» DATA TO PROCESS:
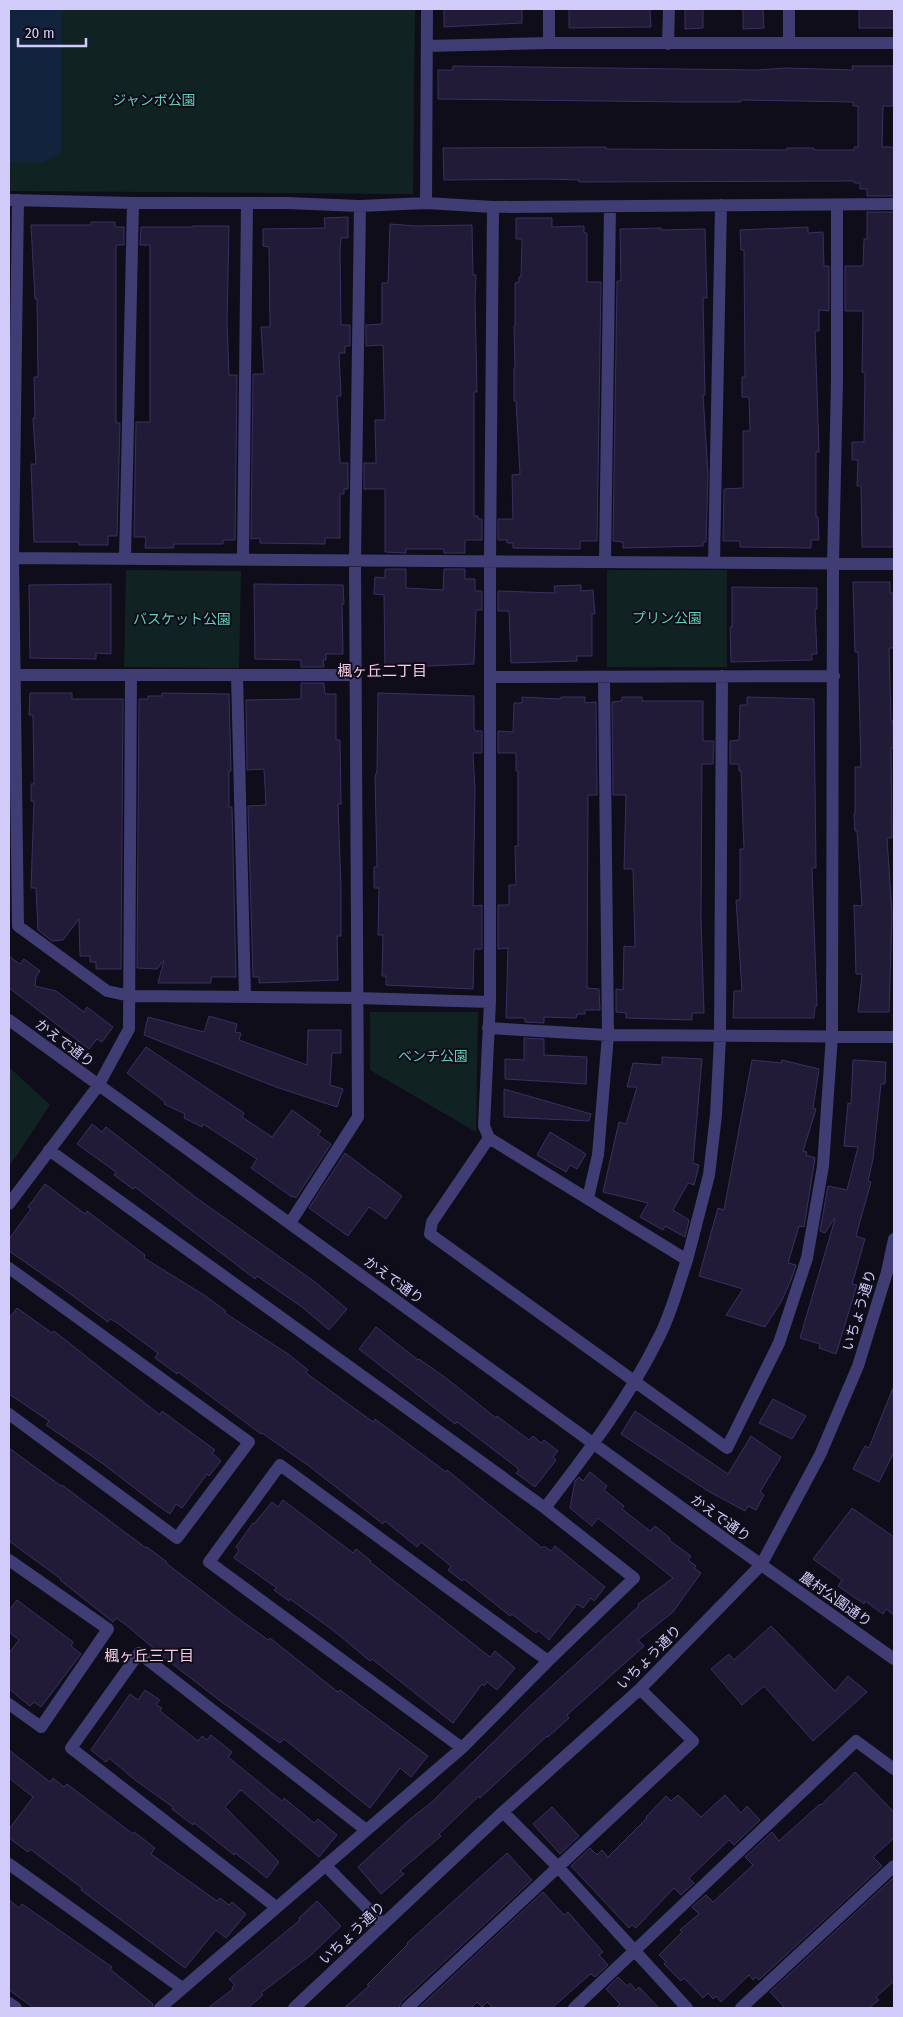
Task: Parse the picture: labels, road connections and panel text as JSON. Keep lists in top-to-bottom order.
{
  "streets": {
    "street": ["かえで通り", "いちょう通り", "農村公園通り"]
  },
  "crossings": [
    ["かえで通り", "いちょう通り"],
    ["かえで通り", "農村公園通り"],
    ["いちょう通り", "農村公園通り"]
  ],
  "districts": ["楓ヶ丘二丁目", "楓ヶ丘三丁目"],
  "parks": [
    "ジャンボ公園",
    "プリン公園",
    "バスケット公園",
    "ベンチ公園"
  ],
  "scale_bar": "20 m"
}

» INSTRUCTIONS FOR THE TASK:
Omit every picture while copying the listing above exactly.

» RESPONSE TO THIS EXERCISE:
Task: Parse the picture: labels, road connections and panel text as JSON. Keep lists in top-to-bottom order.
{
  "streets": {
    "street": ["かえで通り", "いちょう通り", "農村公園通り"]
  },
  "crossings": [
    ["かえで通り", "いちょう通り"],
    ["かえで通り", "農村公園通り"],
    ["いちょう通り", "農村公園通り"]
  ],
  "districts": ["楓ヶ丘二丁目", "楓ヶ丘三丁目"],
  "parks": [
    "ジャンボ公園",
    "プリン公園",
    "バスケット公園",
    "ベンチ公園"
  ],
  "scale_bar": "20 m"
}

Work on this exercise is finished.